- Former DeepMind researcher David Silver raised $1.1 billion in seed funding for Ineffable Intelligence at a $5.1 billion valuation.
- The London-based startup wants to build “superlearners” — AI that discovers knowledge through trial and error, not by ingesting human data.
- Silver pledged to donate all equity proceeds to charity, calling superintelligence “a huge responsibility” that must serve humanity.
David Silver, the researcher behind AlphaGo and AlphaZero, just raised the largest seed round in AI history. His startup, Ineffable Intelligence, pulled in $1.1 billion at a $5.1 billion valuation, according to the company’s newly launched site. That figure puts a months-old London lab into pentacorn territory — companies valued above $5 billion before shipping a product.
The round was led by Lightspeed Venture Partners, with backing from a roster of investors betting that the next breakthrough in AI won’t come from bigger training datasets. It’s a contrarian wager at a moment when OpenAI, Google, and Meta are spending hundreds of billions to scrape, license, and generate ever more human data. Silver thinks that entire approach is a dead end.
“Human data is like a kind of fossil fuel that has provided an amazing shortcut,” Silver told WIRED. “You can think of systems that learn for themselves as a renewable fuel — something that can just learn and learn and learn forever, without limit.”
What Ineffable Intelligence Is Actually Building
Ineffable’s core thesis is straightforward: the current LLM paradigm — scrape the internet, train on human output, fine-tune with human feedback — produces systems that can only ever replicate what humans already know. Silver calls this a fundamental ceiling. Reinforcement learning, by contrast, lets AI agents discover knowledge through trial and error inside simulations, building their own understanding from scratch. AlphaGo taught itself to play Go without any human game records. AlphaZero did the same for chess, Go, and shogi. Ineffable wants to scale that philosophy far beyond board games — to science, engineering, and economics.
“I think of our mission as making first contact with superintelligence,” Silver said. “By superintelligence I really mean something incredible. It should discover new forms of science or technology or government or economics for itself.” He compares the current state of AI to biology before Darwin — lots of observations, no unifying law. Ineffable’s goal is to find that law for intelligence itself.
The company’s site makes the ambition explicit: “If successful, this will represent a scientific breakthrough of comparable magnitude to Darwin: where his law explained all Life, our law will explain and build all Intelligence.” That’s a lot to claim for a startup that hasn’t disclosed a product, a timeline, or a specific architecture. Silver has reportedly recruited top researchers from DeepMind and other frontier labs, but details about what they’re actually building remain thin.

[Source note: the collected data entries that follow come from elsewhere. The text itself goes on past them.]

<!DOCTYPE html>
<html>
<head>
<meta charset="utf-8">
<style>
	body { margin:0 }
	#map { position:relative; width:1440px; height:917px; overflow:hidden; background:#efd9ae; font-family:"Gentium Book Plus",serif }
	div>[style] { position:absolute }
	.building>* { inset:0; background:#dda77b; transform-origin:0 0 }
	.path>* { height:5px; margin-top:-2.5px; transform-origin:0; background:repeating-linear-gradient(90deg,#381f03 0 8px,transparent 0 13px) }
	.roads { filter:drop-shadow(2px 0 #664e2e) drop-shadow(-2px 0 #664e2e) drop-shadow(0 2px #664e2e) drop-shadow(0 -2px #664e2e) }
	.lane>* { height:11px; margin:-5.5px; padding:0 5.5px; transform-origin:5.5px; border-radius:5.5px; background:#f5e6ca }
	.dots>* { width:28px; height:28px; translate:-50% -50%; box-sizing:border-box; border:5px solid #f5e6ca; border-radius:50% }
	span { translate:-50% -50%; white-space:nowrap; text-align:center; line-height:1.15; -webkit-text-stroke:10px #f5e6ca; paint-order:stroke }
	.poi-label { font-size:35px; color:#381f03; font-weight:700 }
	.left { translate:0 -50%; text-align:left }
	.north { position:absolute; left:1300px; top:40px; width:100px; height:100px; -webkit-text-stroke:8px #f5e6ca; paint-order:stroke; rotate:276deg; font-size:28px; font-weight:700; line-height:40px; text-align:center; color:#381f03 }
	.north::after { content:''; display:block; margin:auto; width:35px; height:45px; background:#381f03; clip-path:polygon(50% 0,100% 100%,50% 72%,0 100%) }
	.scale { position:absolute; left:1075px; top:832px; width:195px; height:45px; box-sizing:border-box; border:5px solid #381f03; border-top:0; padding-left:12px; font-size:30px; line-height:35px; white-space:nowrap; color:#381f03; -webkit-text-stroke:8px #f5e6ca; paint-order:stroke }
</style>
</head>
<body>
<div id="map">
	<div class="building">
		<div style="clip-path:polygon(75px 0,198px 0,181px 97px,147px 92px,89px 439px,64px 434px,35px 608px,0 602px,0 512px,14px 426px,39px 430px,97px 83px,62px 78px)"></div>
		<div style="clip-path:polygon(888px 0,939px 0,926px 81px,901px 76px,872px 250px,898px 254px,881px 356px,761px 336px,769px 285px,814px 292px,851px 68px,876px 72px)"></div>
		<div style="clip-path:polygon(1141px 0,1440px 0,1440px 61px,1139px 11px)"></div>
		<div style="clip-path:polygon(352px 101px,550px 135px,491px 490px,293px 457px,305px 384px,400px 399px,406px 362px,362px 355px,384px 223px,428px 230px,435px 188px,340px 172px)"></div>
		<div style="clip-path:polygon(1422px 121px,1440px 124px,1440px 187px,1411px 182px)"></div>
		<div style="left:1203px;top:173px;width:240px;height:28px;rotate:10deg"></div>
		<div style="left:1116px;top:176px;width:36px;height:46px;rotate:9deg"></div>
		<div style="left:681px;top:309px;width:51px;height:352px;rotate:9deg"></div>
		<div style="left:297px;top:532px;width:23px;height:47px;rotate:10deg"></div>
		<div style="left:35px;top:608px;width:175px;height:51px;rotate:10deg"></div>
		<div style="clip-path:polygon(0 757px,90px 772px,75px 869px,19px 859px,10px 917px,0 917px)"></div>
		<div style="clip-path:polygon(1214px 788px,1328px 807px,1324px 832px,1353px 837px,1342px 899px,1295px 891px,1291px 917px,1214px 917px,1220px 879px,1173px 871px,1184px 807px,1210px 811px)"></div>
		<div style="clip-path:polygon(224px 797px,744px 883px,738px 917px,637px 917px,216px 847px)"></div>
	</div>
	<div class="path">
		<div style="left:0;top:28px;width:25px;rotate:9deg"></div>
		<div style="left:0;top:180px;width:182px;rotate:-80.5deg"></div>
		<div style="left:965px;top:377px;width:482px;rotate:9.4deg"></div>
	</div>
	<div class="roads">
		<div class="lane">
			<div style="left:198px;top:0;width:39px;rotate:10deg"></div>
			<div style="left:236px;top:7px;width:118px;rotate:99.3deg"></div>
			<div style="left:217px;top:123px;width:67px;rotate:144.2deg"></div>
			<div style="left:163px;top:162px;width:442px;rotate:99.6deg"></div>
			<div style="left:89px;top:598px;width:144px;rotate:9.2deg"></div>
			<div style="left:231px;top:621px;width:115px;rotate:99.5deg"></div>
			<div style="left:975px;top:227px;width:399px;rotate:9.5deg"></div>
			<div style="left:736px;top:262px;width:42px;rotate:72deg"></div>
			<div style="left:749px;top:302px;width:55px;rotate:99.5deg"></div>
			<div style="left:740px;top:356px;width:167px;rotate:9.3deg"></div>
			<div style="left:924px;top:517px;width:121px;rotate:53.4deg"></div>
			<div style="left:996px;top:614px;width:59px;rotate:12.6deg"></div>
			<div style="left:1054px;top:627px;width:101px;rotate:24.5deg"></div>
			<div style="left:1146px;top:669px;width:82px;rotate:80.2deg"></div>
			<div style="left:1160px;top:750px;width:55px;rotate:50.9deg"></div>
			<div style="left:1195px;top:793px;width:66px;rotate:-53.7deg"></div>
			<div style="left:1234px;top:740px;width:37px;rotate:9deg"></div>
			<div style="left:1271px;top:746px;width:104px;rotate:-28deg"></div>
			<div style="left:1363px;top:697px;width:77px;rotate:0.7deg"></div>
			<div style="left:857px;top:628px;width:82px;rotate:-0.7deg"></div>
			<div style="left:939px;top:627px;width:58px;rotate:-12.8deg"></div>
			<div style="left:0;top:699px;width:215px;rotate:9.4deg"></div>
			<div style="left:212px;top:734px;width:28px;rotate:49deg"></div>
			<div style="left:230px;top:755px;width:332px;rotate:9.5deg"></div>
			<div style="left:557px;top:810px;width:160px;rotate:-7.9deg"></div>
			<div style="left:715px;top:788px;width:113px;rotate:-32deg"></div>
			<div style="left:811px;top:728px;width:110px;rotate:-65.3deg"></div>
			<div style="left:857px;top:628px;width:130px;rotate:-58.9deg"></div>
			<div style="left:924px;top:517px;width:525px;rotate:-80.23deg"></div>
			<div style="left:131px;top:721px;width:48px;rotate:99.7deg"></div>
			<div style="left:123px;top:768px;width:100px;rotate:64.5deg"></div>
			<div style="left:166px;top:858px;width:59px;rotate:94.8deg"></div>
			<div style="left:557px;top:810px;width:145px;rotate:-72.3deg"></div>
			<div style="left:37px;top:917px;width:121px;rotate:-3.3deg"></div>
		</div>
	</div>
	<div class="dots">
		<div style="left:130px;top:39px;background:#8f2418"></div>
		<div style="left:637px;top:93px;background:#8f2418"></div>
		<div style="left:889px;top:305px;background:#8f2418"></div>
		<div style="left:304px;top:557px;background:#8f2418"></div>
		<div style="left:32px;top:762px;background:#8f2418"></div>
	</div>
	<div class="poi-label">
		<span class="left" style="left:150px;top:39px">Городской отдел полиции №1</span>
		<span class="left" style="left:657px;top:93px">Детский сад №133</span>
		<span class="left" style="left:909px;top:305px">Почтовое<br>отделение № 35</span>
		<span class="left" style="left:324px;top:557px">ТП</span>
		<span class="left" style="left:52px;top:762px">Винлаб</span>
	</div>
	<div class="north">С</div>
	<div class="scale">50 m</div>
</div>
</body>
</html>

Why Investors Are Betting Billions on a Seed Round
A $1.1 billion seed round is unprecedented, even by the inflated standards of 2026 AI funding. But it follows a clear pattern: star researchers with track records are attracting nine-figure checks before writing a line of code. Recursive Superintelligence, co-founded by DeepMind’s former principal scientist Tim Rocktäschel, raised $500 million earlier this year with enough demand to stretch toward $1 billion. The common thread isn’t a product — it’s a person.
Ravi Mhatre, a cofounder and partner at Lightspeed Ventures, which is backing Ineffable, called Silver “a world-class researcher” whose career is “basically a single, coherent argument for being able to scale intelligence without human priors.” That argument has been playing out since 2016. AlphaGo learned Go from scratch. AlphaZero mastered three games without human data. MuZero learned without even being told the rules. Each result proved that reinforcement learning can produce superhuman performance without the data treadmill that LLMs depend on.

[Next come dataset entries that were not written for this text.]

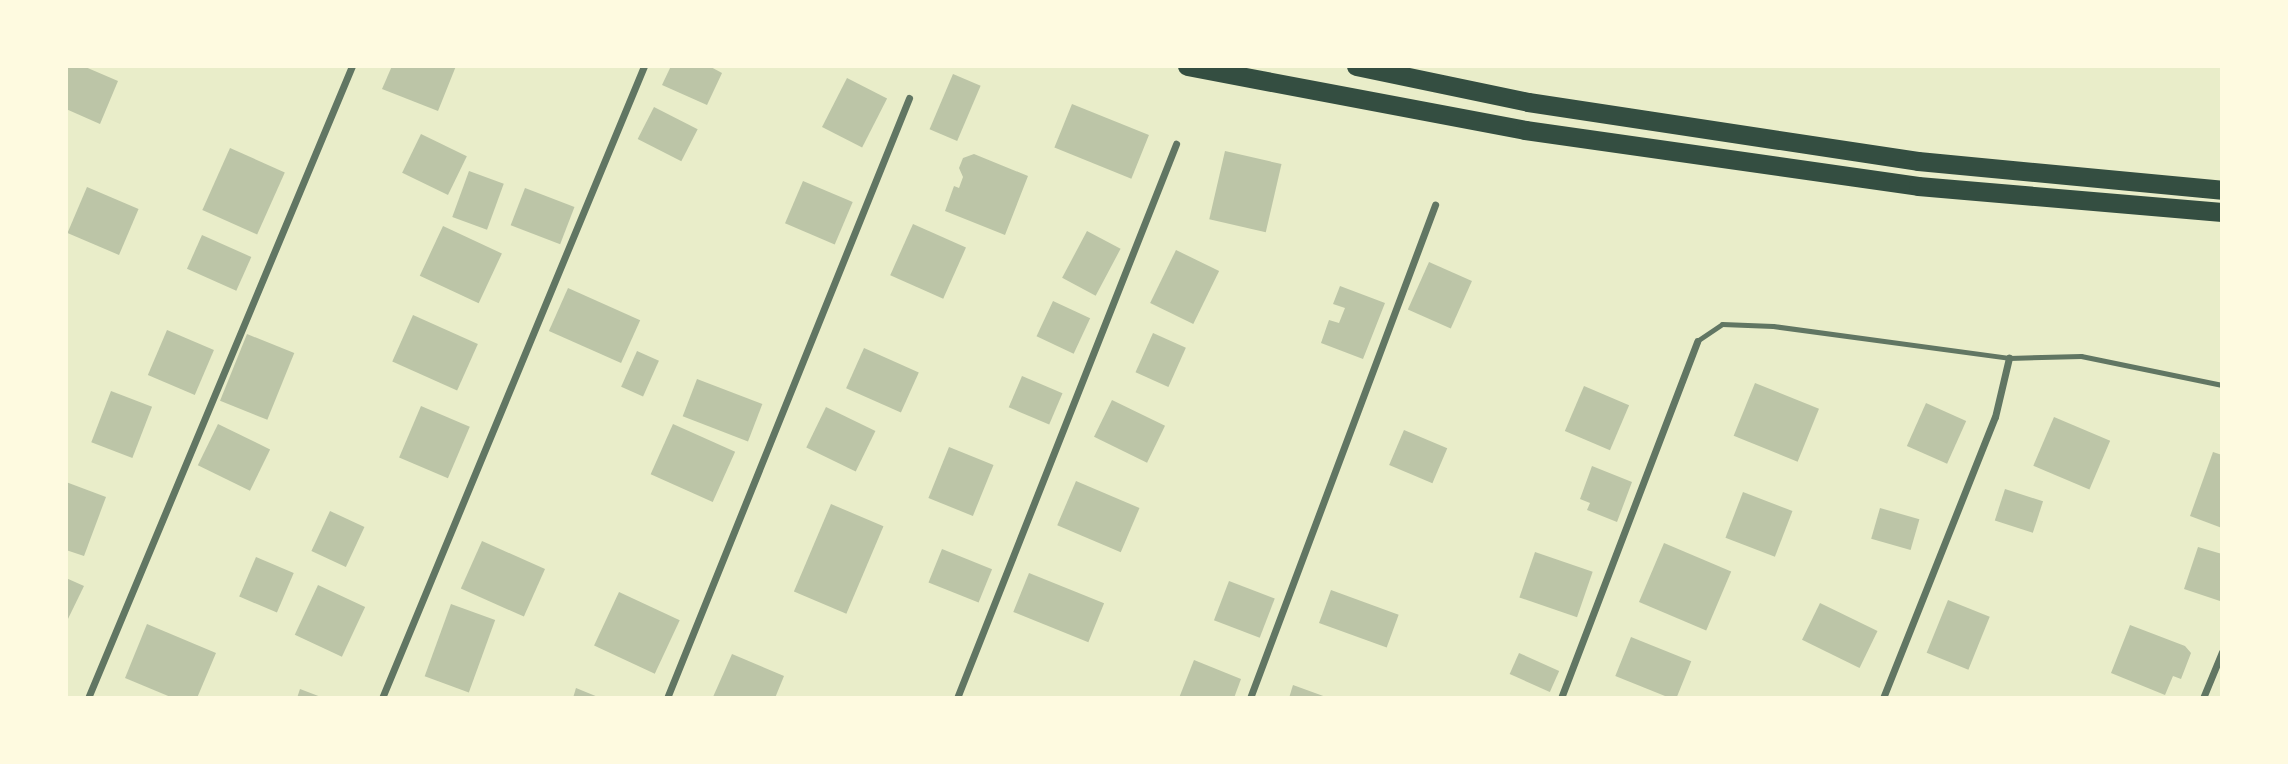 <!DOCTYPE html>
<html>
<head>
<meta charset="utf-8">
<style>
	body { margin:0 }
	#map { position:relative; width:2288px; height:764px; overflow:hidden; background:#e9edc9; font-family:Raleway,sans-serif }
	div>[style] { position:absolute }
	.building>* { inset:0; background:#bcc5a7; transform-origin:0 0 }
	.service>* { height:5px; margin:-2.5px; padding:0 2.5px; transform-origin:2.5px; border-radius:2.5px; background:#617663 }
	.minor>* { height:7px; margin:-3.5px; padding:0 3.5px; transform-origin:3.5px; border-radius:3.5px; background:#617663 }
	.trunk>* { height:19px; margin:-9.5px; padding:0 9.5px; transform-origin:9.5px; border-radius:9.5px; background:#344e41 }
	span { translate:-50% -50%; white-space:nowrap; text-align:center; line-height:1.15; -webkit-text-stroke:6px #fefae0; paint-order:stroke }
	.frame { position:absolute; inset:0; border:68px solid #fefae0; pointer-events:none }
</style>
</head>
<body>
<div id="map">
	<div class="building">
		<i style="clip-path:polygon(66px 66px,83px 66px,118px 81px,100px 124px,66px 109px)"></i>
		<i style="clip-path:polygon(392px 66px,456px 66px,438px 111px,382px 89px)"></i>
		<i style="clip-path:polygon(671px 66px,709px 66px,722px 73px,707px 105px,662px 85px)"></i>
		<i style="left:953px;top:74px;width:30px;height:60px;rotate:23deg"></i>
		<i style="left:847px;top:78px;width:45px;height:55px;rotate:27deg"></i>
		<i style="left:1072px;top:104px;width:83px;height:47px;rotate:22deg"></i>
		<i style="left:654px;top:107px;width:49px;height:36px;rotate:27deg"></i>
		<i style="left:421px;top:134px;width:51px;height:43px;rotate:26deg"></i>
		<i style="left:230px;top:148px;width:60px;height:68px;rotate:24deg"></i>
		<i style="left:1225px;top:151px;width:58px;height:70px;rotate:13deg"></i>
		<i style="clip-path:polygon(974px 154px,1028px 176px,1005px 235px,945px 211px,954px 186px,959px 188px,963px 177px,959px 168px,963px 158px)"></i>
		<i style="left:469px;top:171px;width:37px;height:49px;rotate:20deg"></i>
		<i style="left:803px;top:181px;width:54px;height:46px;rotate:23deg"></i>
		<i style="left:87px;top:187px;width:56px;height:50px;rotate:23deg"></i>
		<i style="left:525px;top:188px;width:53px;height:40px;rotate:21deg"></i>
		<i style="left:913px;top:224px;width:58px;height:56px;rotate:24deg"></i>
		<i style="left:443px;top:226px;width:65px;height:55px;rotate:25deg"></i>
		<i style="left:1087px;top:231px;width:38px;height:53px;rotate:28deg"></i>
		<i style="left:202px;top:235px;width:54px;height:37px;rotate:24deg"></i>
		<i style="left:1176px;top:250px;width:48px;height:59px;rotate:26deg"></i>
		<i style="left:1429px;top:262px;width:47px;height:52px;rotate:24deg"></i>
		<i style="clip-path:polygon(1340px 286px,1385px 303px,1363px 359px,1321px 343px,1329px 320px,1339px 323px,1345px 308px,1333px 304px)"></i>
		<i style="left:568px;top:288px;width:79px;height:47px;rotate:24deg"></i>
		<i style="left:1053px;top:301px;width:41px;height:39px;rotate:25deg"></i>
		<i style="left:413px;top:315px;width:71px;height:51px;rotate:24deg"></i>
		<i style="left:167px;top:330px;width:51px;height:49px;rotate:23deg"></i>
		<i style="left:1153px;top:333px;width:36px;height:43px;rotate:24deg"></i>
		<i style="left:247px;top:334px;width:51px;height:72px;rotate:22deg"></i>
		<i style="left:864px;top:348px;width:60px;height:44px;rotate:24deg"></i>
		<i style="left:637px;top:351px;width:24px;height:39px;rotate:24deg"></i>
		<i style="left:1022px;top:376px;width:44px;height:34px;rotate:23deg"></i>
		<i style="left:697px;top:379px;width:70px;height:40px;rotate:21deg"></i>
		<i style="left:1755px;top:383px;width:69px;height:57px;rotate:22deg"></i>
		<i style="left:1584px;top:386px;width:49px;height:49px;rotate:23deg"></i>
		<i style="left:111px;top:391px;width:44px;height:55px;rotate:21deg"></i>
		<i style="left:1112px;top:400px;width:59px;height:41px;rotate:26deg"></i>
		<i style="left:1926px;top:403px;width:44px;height:47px;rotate:24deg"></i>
		<i style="left:421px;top:406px;width:53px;height:56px;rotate:23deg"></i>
		<i style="left:826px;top:407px;width:55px;height:45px;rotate:26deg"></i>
		<i style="left:2054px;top:417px;width:61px;height:53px;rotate:23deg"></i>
		<i style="left:218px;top:424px;width:58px;height:46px;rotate:26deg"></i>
		<i style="left:673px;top:424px;width:68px;height:55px;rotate:24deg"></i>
		<i style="left:1404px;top:430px;width:47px;height:38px;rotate:23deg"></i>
		<i style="left:949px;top:447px;width:48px;height:55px;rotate:22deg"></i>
		<i style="clip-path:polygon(2213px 452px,2222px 455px,2222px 528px,2190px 516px)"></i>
		<i style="clip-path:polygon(1592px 466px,1632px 482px,1617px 522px,1587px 510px,1590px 503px,1580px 499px)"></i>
		<i style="left:1076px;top:481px;width:69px;height:48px;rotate:23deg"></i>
		<i style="clip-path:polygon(66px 482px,106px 497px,84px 556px,66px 550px)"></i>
		<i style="left:2005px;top:489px;width:40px;height:33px;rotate:18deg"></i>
		<i style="left:1743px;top:492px;width:53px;height:49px;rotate:21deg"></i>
		<i style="left:831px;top:504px;width:57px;height:95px;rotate:23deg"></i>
		<i style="left:1880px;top:508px;width:41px;height:32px;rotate:16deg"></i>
		<i style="left:330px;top:511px;width:38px;height:44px;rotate:25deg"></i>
		<i style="left:482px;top:541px;width:69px;height:52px;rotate:24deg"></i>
		<i style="left:1664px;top:543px;width:73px;height:64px;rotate:23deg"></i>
		<i style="clip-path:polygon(2198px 547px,2222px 554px,2220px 601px,2184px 589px)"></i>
		<i style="left:942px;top:549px;width:54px;height:36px;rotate:22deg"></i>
		<i style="left:1535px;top:552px;width:61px;height:48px;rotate:19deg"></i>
		<i style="left:256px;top:557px;width:41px;height:43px;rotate:23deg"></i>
		<i style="left:1029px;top:573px;width:81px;height:42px;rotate:22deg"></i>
		<i style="clip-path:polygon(66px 578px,84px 586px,66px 623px)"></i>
		<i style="left:1229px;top:581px;width:49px;height:42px;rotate:21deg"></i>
		<i style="left:318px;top:585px;width:52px;height:55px;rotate:25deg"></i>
		<i style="left:1331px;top:590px;width:72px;height:35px;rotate:20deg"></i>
		<i style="left:619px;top:592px;width:67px;height:59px;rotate:25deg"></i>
		<i style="left:1948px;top:600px;width:45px;height:57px;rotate:22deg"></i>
		<i style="left:1820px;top:603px;width:64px;height:41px;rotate:26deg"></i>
		<i style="left:451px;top:604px;width:47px;height:77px;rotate:20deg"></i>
		<i style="clip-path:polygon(147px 624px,216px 653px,197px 698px,173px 698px,125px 678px)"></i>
		<i style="clip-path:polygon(2130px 625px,2185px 646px,2191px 653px,2181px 679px,2173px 676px,2165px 695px,2111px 673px)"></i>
		<i style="left:1631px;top:637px;width:65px;height:42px;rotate:22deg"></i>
		<i style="left:1519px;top:653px;width:44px;height:23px;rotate:24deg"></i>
		<i style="clip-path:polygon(732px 654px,784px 676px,775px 698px,713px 697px)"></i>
		<i style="clip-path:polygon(1194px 660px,1241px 679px,1234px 698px,1179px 698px)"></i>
		<i style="clip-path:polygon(1293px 685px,1326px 697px,1326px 698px,1289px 698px)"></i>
		<i style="clip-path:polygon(576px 688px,598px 697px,598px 698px,573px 698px)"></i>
		<i style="clip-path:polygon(300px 689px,321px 697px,321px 698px,297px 698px)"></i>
	</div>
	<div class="service">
		<i style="left:1697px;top:341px;width:30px;rotate:-34deg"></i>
		<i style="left:1722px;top:324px;width:51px;rotate:2.2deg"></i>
		<i style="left:1773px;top:326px;width:238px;rotate:7.7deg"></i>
		<i style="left:2009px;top:358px;width:72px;rotate:-1.6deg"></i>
		<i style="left:2081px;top:356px;width:144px;rotate:11.6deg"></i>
	</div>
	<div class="minor">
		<i style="left:88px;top:698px;width:685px;rotate:-67.33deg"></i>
		<i style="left:382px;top:698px;width:684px;rotate:-67.48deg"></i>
		<i style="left:667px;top:698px;width:647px;rotate:-68.03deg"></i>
		<i style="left:957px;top:698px;width:596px;rotate:-68.43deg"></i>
		<i style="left:1250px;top:698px;width:527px;rotate:-69.43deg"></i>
		<i style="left:1561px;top:698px;width:382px;rotate:-69.1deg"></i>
		<i style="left:1883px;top:698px;width:302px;rotate:-68.3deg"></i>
		<i style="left:1995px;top:417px;width:61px;rotate:-76.7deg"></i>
		<i style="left:2203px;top:698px;width:50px;rotate:-67.6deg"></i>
	</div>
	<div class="trunk">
		<i style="left:1187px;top:66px;width:344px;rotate:10.7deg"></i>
		<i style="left:1525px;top:130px;width:397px;rotate:8.1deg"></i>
		<i style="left:1918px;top:186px;width:305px;rotate:4.9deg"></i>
		<i style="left:1356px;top:66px;width:176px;rotate:11.8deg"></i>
		<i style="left:1528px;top:102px;width:394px;rotate:8.6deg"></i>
		<i style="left:1918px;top:161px;width:305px;rotate:5.4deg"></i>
	</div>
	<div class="frame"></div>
</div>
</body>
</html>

The question Ineffable has to answer is the same one that has haunted reinforcement learning for a decade: how do you go from confined environments like board games to the mess of the real world? Silver says he sees a path through simulations — placing AI agents in virtual environments where they can learn to achieve goals and collaborate. He’s cagey about what those simulations look like, which is either strategic restraint or an admission that the hardest problems haven’t been solved yet.
There’s also the matter of what Silver personally stands to gain — or rather, what he won’t. He pledged to donate all equity proceeds from Ineffable to charity. “It’s a huge responsibility to build a company focusing on superintelligence,” he told WIRED. “I think this is something that has to be done for the benefit of humanity, and any money that I make from Ineffable will go to high-impact charities that save as many lives as possible.” A billionaire-equivalent pledge before the company has a product is either remarkably principled or remarkably convenient for recruiting talent in a competitive market. It’s probably both.
Silver met DeepMind CEO Demis Hassabis at a chess tournament when they were kids. He joined DeepMind in 2011 and left only because he wanted a lab fully dedicated to reinforcement learning — “not just a corner of another place dedicated to LLMs,” as he put it to WIRED. OpenAI published its own AGI framework this week, a five-principle document built around LLM scaling. Silver thinks that entire path leads to a ceiling. He just raised enough money to prove it — or to discover that the real world is harder than Go.